How bacteria avert the ‘tragedy of the commons’

Published - November 28, 2012 10:12 pm IST

Imagine a group of cowherds in a village letting their animals graze on a common meadow. Each is entitled to, say, six cows to graze. If now a farmer brings an extra animal or two to graze there, and does not help in maintaining the grassland, he free-loads or cheats. If this goes on uncontrolled, soon the meadow will dry up. The cheater or freeloader ruins the public good for the sake of private good. This is the tragedy of the commons.

How does one avert tragedy? Dr Garrett Hardin, who popularised this phrase through his paper in Science in 1968, was referring to issues such as overpopulation or environmental degradation, and suggested that it may be done by government regulation, or by privatising the “public good.”
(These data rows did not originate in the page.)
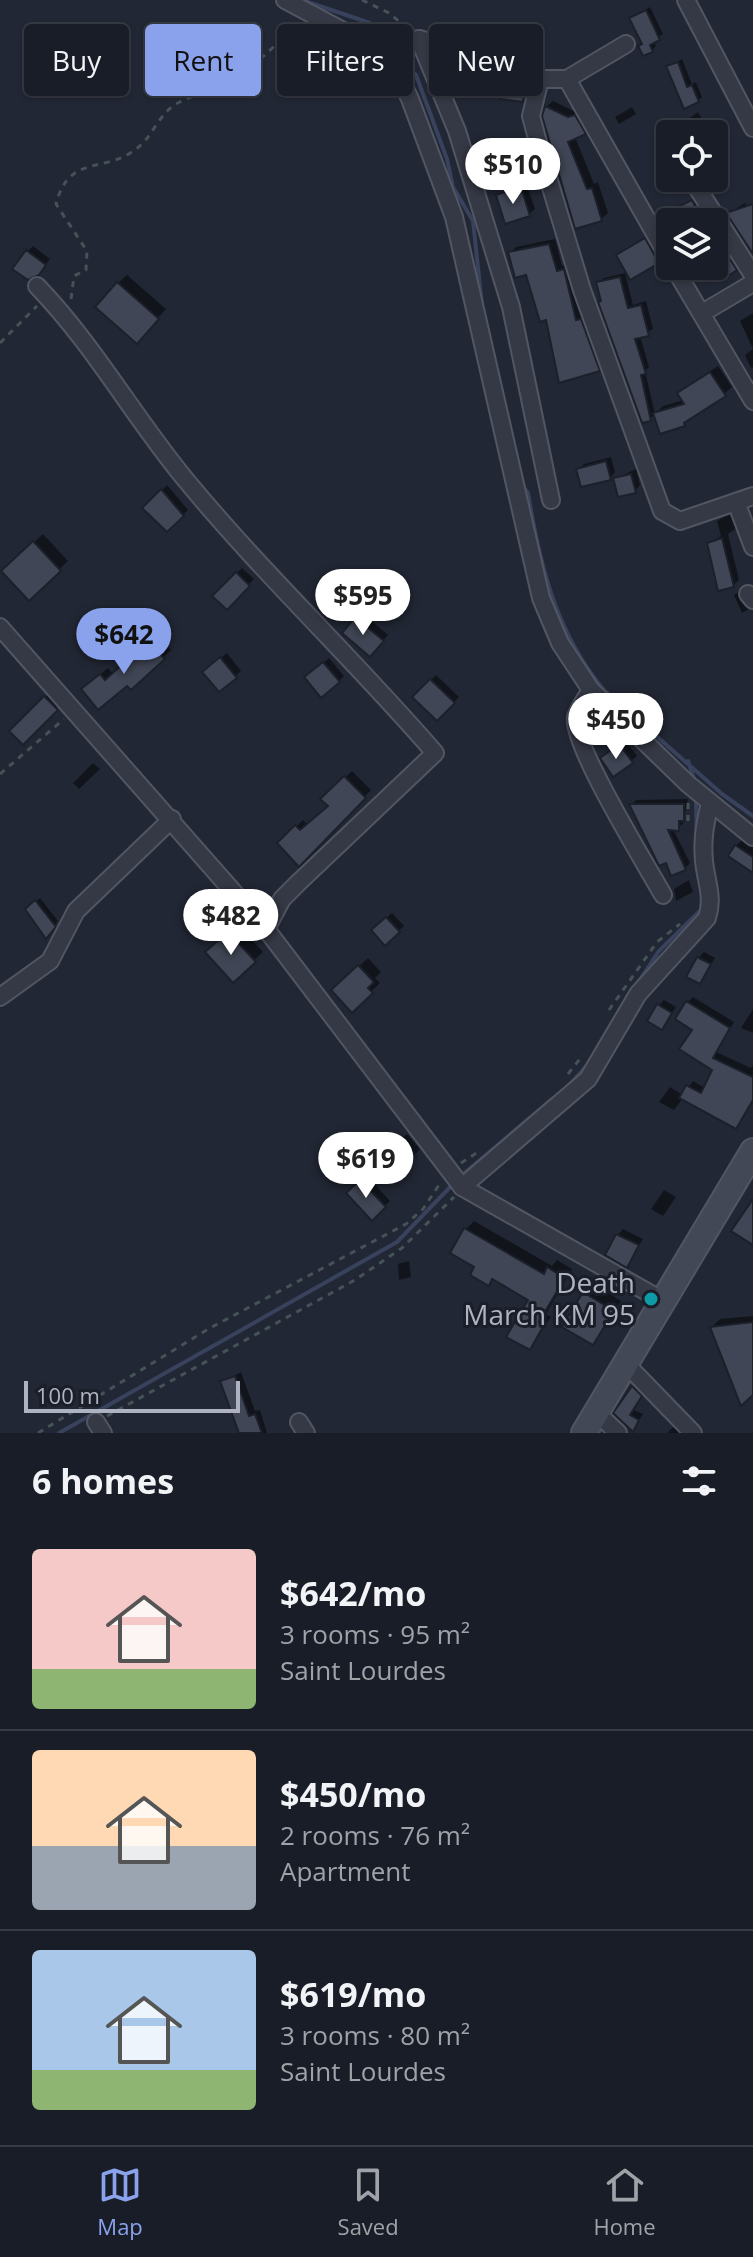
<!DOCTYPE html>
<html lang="en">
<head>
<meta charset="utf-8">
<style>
	:root { --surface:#191d27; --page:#22262f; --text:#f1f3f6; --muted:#9fa2a7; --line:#373b44; --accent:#8aa2ec }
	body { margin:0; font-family:"Open Sans",sans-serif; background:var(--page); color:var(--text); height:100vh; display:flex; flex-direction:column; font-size:30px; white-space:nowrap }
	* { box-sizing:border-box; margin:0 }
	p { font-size:26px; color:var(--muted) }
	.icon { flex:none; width:44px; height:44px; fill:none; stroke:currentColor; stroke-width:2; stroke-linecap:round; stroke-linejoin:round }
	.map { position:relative; height:1433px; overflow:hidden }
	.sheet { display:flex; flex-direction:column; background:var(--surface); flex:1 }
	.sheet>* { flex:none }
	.top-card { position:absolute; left:24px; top:24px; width:706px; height:72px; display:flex; gap:16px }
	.tools { position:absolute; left:656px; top:120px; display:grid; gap:16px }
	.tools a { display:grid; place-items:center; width:72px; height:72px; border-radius:8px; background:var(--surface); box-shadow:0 2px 6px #0004,0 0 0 2px var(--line); font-size:40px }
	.scale { position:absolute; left:24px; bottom:20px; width:216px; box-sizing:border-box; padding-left:8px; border:4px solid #afb3c1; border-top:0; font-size:22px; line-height:28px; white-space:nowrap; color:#afb3c1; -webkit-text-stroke:6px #1a1e29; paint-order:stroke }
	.price { position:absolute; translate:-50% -68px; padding:0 18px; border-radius:28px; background:#fff; color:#222; font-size:26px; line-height:52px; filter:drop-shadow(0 2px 4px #0008) }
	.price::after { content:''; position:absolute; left:50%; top:48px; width:24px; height:18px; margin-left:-12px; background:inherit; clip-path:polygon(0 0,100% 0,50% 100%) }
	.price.selected { background:var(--accent); color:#111 }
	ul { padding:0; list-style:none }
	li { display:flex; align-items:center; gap:24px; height:200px; padding:0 32px }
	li+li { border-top:2px solid var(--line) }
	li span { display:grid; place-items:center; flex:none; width:224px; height:160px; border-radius:8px; color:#555 }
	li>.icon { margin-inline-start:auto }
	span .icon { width:96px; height:96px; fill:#fffc; stroke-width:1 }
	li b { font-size:34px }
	h2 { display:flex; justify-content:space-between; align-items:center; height:96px; padding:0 32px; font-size:34px }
	.pill { padding:0 28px; border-radius:8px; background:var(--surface); box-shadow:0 2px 6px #0004,0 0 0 2px var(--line); font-size:28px; line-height:72px }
	.pill.selected { background:var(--accent); color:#111 }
	.dock { display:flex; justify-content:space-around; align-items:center; height:112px; border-top:2px solid var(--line); background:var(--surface); font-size:22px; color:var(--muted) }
	.dock a { display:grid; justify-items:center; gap:4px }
	.dock .selected { color:var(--accent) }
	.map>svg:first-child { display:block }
	.shadow { fill:#0007 }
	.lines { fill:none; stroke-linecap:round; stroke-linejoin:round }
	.stream { stroke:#38425c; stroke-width:4 }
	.building { fill:#404655; stroke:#1c202b; stroke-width:2 }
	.minor-casing { stroke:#525662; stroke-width:20 }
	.secondary-casing { stroke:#525662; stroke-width:28 }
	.path { stroke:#455256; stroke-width:3; stroke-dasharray:6 6; stroke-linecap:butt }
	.minor { stroke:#353945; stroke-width:16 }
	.secondary { stroke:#434857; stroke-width:24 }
	.culture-dot { fill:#0f9aa8; stroke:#1a1e29; stroke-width:3 }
	.labels { text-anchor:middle; stroke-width:6; stroke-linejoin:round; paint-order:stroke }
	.poi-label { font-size:28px; fill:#afb3c1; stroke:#1a1e29; text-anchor:end }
</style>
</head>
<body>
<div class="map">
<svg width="753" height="1433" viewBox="0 0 753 1433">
	<rect width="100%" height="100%" fill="#212734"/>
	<g class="shadow">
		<polygon points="650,7 663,34 653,41 656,46 652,50 644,43 632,18"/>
		<polygon points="682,59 692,84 696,82 702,97 698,101 669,66"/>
		<polygon points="511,71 530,79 528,95 522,100 506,76"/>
		<polygon points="553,101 576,112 582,109 591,126 575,137 594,184 598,182 608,213 601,219 546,107"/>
		<polygon points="632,107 636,114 619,124 615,117"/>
		<polygon points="698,112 704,123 714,118 720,134 714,140 714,134 693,134 687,120"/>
		<polygon points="714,141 729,168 711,181 709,178 714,178"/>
		<polygon points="526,183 535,209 529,214 498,195"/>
		<polygon points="698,196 741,263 720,279 713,266 714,222 674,222 670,212"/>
		<polygon points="745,203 747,207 753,204 753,241 729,213"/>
		<polygon points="654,231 667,253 658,262 618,255"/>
		<polygon points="555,239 562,266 569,264 582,315 587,314 604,363 599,369 548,318 528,273 510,253 516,247"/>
		<polygon points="33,246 50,259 44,267 27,252"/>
		<polygon points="625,273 633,305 646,301 653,329 640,336 649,367 645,371 655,414 650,419 599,283 604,278"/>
		<polygon points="127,275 166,309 145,333 118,283"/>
		<polygon points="753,313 753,367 751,368 745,355 753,349 740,321"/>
		<polygon points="718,366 732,387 724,394 684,424 655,414 663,406 684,400 680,393 687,386"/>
		<polygon points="611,457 615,472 610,478 579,469 584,464"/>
		<polygon points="636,469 640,485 635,491 615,479"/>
		<polygon points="167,485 188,510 167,530 144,508"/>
		<polygon points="733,512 738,527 728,534 739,580 733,585 709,543 721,536 717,521"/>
		<polygon points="43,534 68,561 29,598 4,571"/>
		<polygon points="242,568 254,579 227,607 215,596"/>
		<polygon points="740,591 741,599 752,607 742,613 734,595"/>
		<polygon points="362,613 388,635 376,649 356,618"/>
		<polygon points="157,635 171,650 131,687 128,683 91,682 108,668 113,674"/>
		<polygon points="227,653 241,671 219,690 210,667"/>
		<polygon points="329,658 344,676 339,681 313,672"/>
		<polygon points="436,675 459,697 437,719 415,697"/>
		<polygon points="54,689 65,700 23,742 11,731"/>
		<polygon points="625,740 637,756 631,761 608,753"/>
		<polygon points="93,763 100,769 79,789 73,783"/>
		<polygon points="352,771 371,790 299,864 280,843 303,820 308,825 330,806 323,799"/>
		<polygon points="688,799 683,824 673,829 690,863 685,868 632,805 636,800"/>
		<polygon points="744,838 753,845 753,870 736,846"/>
		<polygon points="689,880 693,892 676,901 674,889"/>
		<polygon points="40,898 58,921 50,932 28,909"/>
		<polygon points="392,913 404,926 385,943 373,930"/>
		<polygon points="237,924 263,952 233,980 208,952"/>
		<polygon points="704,952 715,958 700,982 698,958"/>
		<polygon points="368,958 381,972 375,978 380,983 352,1010 334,990"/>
		<polygon points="693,997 734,1022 716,1052 751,1068 753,1065 753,1100 735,1127 683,1098 674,1110 659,1102 670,1087 683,1095 693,1081 705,1088 715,1069 695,1029 687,1003"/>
		<polygon points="664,1000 676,1007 662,1027 658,1006"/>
		<polygon points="753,1009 753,1033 741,1028"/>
		<polygon points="407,1134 420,1149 415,1155 385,1152"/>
		<polygon points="367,1176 390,1201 372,1218 349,1193"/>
		<polygon points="664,1190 676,1197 663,1216 651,1209"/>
		<polygon points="474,1221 552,1266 557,1260 572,1269 546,1314 551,1317 529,1348 531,1299 494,1278 489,1283 466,1229"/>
		<polygon points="623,1229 643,1239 627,1266 618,1235"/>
		<polygon points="409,1261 411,1277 399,1280 398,1264"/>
		<polygon points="594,1284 621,1301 592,1343 565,1326"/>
		<polygon points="753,1316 753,1392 712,1327 720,1319"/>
		<polygon points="241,1372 255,1411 260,1410 267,1433 241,1433 223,1382"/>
		<polygon points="638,1382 646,1390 634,1410 643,1414 633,1429 616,1413"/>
		<polygon points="678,1422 688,1433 667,1433"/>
	</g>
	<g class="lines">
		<g class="stream">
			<polyline points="302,0 370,23 416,75 447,159 453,187 473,221 482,305"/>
			<path d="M 521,484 L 528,493 C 540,565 556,633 604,690 L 722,794 L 753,816"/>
			<polyline points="688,761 695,782"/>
			<polyline points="696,798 697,861"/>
			<polyline points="635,987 659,951 702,909"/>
			<polyline points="571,1083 589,1063"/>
			<polyline points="461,1176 552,1099"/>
			<polyline points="59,1433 397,1242 455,1182"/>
		</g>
	</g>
	<g class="building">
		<polygon points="646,10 660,40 650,45 653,52 643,56 638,46 642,44 629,18"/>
		<polygon points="678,62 687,87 692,85 699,102 684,109 666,66"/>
		<polygon points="504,75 525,85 523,102 500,99"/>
		<polygon points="545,106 568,117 575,115 586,134 568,142 587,189 592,188 602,221 575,229 542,116"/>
		<polygon points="521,187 530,216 505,224 496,195"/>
		<polygon points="692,200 703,222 672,222 667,212"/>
		<polygon points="753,204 753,254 726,213"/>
		<polygon points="714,234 737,270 720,281 714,273"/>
		<polygon points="645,238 659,263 630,280 616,255"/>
		<polygon points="549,244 557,271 564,269 576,320 581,319 600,371 559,383 546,320 540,322 526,275 515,278 508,252"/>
		<polygon points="26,250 46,265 39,275 28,280 12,269"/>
		<polygon points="620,277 628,308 641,305 649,336 635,339 646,374 641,375 651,421 642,423 598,302 601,301 596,282"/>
		<polygon points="117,282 159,319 137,344 95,307"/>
		<polygon points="710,372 726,396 684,423 685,426 660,434 653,413 684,404 677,393"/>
		<polygon points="606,461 611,480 581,487 576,469"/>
		<polygon points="631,474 636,493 618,497 613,478"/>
		<polygon points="161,489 184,516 167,532 142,508"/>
		<polygon points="722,538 734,587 718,591 707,543"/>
		<polygon points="33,541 61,571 29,601 1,571"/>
		<polygon points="236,572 250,586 227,610 212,596"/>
		<polygon points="355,617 384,641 370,657 342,633"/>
		<polygon points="148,641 165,659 131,690 127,686 98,710 81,689 100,674 105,680"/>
		<polygon points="220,657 237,678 219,692 202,672"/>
		<polygon points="323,662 340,682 321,698 304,677"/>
		<polygon points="430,679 455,703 437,721 412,697"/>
		<polygon points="44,696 58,710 23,745 9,731"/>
		<polygon points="619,744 633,763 613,777 600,758"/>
		<polygon points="344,776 366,798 299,867 277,843 295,825 300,830 328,806 320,799"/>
		<polygon points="629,804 684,804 684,821 679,821 679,831 668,830 686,870 671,876 666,863 659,866"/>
		<polygon points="735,845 753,857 753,873 728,856"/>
		<polygon points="35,900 56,927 46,939 25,909"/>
		<polygon points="386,917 400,932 385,946 371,930"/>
		<polygon points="228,932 256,962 233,983 205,952"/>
		<polygon points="697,957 711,964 700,984 686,977"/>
		<polygon points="358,965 374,982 368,988 373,993 352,1013 331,990"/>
		<polygon points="686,1001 730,1028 713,1058 753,1077 753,1100 736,1129 679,1098 686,1085 701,1093 712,1070 679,1049 692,1030 675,1019"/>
		<polygon points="657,1004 672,1013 662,1030 647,1021"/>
		<polygon points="400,1138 416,1156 393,1176 377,1157"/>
		<polygon points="360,1180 386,1207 372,1221 346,1193"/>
		<polygon points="753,1199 753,1245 731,1231"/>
		<polygon points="464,1228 544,1274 547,1267 565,1278 539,1322 544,1325 530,1350 506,1337 528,1300 492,1279 489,1286 470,1275 474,1267 450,1253"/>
		<polygon points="616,1234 639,1245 627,1268 605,1255"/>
		<polygon points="583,1292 614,1311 593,1345 562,1327"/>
		<polygon points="753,1322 753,1395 741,1406 710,1327"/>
		<polygon points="235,1376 249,1416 255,1414 262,1433 239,1433 220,1381"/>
		<polygon points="632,1386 642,1396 630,1415 639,1420 633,1432 613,1413"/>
	</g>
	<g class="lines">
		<g class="minor-casing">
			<g id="minor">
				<polyline points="285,0 379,50 394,66 410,99 454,217 541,598 560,643 591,690"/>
				<polyline points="686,0 753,128"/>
				<polyline points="419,39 457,131 511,307 551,500"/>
				<polyline points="419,39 501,62 540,79 567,79 626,44"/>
				<polyline points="540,79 531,116 543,161 582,290 662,511 680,521 753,496"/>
				<polyline points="567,79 670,260"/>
				<polyline points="691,178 753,275"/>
				<polyline points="673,266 753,401"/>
				<path d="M 37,286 C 94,345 133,416 185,479 C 264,575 354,659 435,753 L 298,883 L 282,899 L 266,929"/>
				<polyline points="704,312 753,283"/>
				<polyline points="736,502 753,547"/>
				<polyline points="748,594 753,600"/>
				<polyline points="0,627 266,929 462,1187 663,1301"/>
				<path d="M 663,895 C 647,866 570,742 576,717 C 579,708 586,698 591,690 L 688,784 L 753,837"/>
				<polyline points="0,997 50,961 76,911 172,819"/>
				<path d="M 462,1187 L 588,1079 L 638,994 L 707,918 C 714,897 706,882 704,861 C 702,840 705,823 710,803"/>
				<polyline points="626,1364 693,1433"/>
				<polyline points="597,1413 618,1433"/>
				<polyline points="96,1422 103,1433"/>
				<polyline points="299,1422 306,1433"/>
			</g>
		</g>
		<g class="secondary-casing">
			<polyline id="secondary" points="584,1433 753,1151"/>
		</g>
		<g class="path">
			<polyline points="362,0 389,13 407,28"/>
			<path d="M 71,299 L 74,276 L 86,270 L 87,251 L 56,204 C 69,153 105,174 136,149 C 153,137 157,116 176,104 C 193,94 215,90 232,79 C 256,65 278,44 296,23"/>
			<polyline points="0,343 37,306"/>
			<polyline points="0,774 64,719"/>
			<polyline points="688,803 688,827"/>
			<polyline points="609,1010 657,942 680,924"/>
			<polyline points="568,1074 583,1055"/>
			<polyline points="461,1163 478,1152"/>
			<polyline points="107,1416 355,1280 402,1248 454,1197"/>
			<polyline points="38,1433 210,1328 406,1224 423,1209 441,1182"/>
		</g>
		<use href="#minor" class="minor"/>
		<use href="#secondary" class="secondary"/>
	</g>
	<circle class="culture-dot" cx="651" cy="1299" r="8"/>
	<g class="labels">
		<g class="poi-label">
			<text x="635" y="1293">Death<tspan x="635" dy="32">March KM 95</tspan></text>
		</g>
	</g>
</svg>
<div class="tools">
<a><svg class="icon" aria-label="locate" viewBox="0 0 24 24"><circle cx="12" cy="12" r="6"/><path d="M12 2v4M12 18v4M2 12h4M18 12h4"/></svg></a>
<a><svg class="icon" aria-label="layers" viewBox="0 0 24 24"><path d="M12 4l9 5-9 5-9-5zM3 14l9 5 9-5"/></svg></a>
</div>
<div class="scale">100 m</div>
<b class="price" style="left:513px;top:206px">$510</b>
<b class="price" style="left:363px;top:637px">$595</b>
<b class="price selected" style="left:124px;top:676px">$642</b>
<b class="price" style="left:616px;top:761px">$450</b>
<b class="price" style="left:231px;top:957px">$482</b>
<b class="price" style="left:366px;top:1200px">$619</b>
<div class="top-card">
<a class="pill">Buy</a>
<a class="pill selected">Rent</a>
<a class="pill">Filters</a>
<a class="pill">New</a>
</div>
</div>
<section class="sheet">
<h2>6 homes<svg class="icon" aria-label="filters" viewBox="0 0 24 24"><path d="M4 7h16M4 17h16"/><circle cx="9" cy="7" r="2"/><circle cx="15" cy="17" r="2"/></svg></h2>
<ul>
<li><span style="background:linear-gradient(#f6c9c9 75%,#8fb573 0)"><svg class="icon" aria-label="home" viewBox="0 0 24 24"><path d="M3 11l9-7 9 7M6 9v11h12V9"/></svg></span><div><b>$642/mo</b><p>3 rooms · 95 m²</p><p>Saint Lourdes</p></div></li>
<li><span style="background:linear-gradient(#ffd9b3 60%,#9aa5b1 0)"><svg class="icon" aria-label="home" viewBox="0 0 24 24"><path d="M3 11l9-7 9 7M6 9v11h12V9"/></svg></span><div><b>$450/mo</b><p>2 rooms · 76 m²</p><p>Apartment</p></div></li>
<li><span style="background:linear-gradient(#a9c7e8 75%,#8fb573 0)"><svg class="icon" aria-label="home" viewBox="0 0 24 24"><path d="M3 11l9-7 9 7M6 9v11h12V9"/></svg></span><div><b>$619/mo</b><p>3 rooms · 80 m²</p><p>Saint Lourdes</p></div></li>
</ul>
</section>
<nav class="dock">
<a class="selected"><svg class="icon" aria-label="map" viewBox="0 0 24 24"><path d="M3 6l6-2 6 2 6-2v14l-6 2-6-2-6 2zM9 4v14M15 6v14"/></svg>Map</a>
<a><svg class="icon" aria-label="saved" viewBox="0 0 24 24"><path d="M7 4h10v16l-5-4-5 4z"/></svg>Saved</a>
<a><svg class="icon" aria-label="home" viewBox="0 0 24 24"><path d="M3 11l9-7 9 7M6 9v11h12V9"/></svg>Home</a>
</nav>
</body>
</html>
Does this not ring a worrisome bell? When the Chinese government came out with their single–child law, it was (and is) very unpopular, and has led to familial and community problems. When resources (say land, mines, coal, natural gas, etc) are privatised, the invariable results are corruption, cronyism and overuse of non-renewable resources. We see these rampant in current day India, where we witness a tragedy of the commons. And the Hardin solution is hardly a solution!

Beautiful example

How then does one avert the tragedy of the commons? Well nature, specifically biology, has been offering a solution even before we humans came on earth. Bacteria have found a solution. A beautiful example of this has just been published by Drs. Ajay Dandekar, Sudha Chugani and Peter Greenberg in the 12 October 2012 issue of Science , on the bacterium known as Pseudomonas aeruginosa . This grows in colonies, where individuals communicate between themselves. This cell-cell communication is termed “quorum sensing” (an anthropo-centric term, if ever was one). They use such sensing in order to generate and control the production of public goods. The example of such a public good cited by the authors is the production of an enzyme that breaks down the available food material, say milk protein, into easier absorbable material so that all may use it for food and grow. A single individual does not make this enzyme. A quorum is needed to produce this public good, and the quorum is gathered through inter-cell signalling using specific molecules which turn on the enzyme-producing genes.

Now imagine a mutant in the colony which is not able to respond to such quorum signalling and sensing. Hence it does not participate in making or contributing to the public good — the extra-cellular enzyme, yet it can free-load for personal benefit. It is thus a cheater, and can in time generate more and more of itself, overtaking the population by breeding more, leading eventually to a tragedy of the commons.

The Greenberg trio found that the bacterium has a built-in control mechanism. Just as the quorum produces the food-processing enzyme for common food, it is also able to produce another enzyme for metabolism of the compound adenosine, which goes to arrest the growth of ‘cheaters’ or mutants. When the group cultured P. aeruginosa in a medium containing the milk protein casein as the food source, quorum sensing was found to occur through the signal molecules that they dubbed as C12-HSL and LasR. These signals activated each cell to help produce the enzyme to digest the ‘common good’ casein, which is then used as food by the cells.

But it also led to the emergence of ‘cheaters’ mutant cells that do not help in making the enzyme. If their numbers are not controlled, they can overrun the colony and cause havoc. It is here that the authors found the bacterium to have a remarkable correction mechanism. The same quorum sensor molecule LasR regulates the production of the enzyme which can handle adenosine in the normal (or wild type) cells but stop such ability in the mutant. This mechanism allows the co-operators to grow and the cheaters to decline. Here then is a self-correcting mechanism by the colony itself whereby the good guys grow and the cheaters controlled.

No outside intervention

Notice that there is no external intervention; no extra-community (say government) control. Indeed, several scholars have suggested that such external mechanisms do not work well. Notable among them is the Late Professor Elinor Ostrom, the only lady so far to have won the Nobel Prize in Economics (she received it in 2009). She showed through a variety of examples that control by the user community of common good works better than external intervention. The Nobel citation of her work states: “Elinor Ostrom has challenged the conventional wisdom that common property is poorly managed and should be either regulated by central authorities or privatized. Based on numerous studies of user-managed fish stocks, pastures, woods, lakes, and groundwater basins, Ostrom concludes that the outcomes are, more often than not, better than predicted by standard theories. She observes that resource users frequently develop sophisticated mechanisms for decision-making and rule enforcement to handle conflicts of interest, and she characterises the rules that promote successful outcomes.”

Sadly, Professor Ostrom passed away on June 12 this year of pancreatic cancer, and the Dandekar, Chugani, Greenberg paper came out 4 months later. She would have been delighted to know that bacteria know what she wrote in her book “Rules, Games and Common Pool Resources” (University of Michigan Press, 1994; >downloadable free.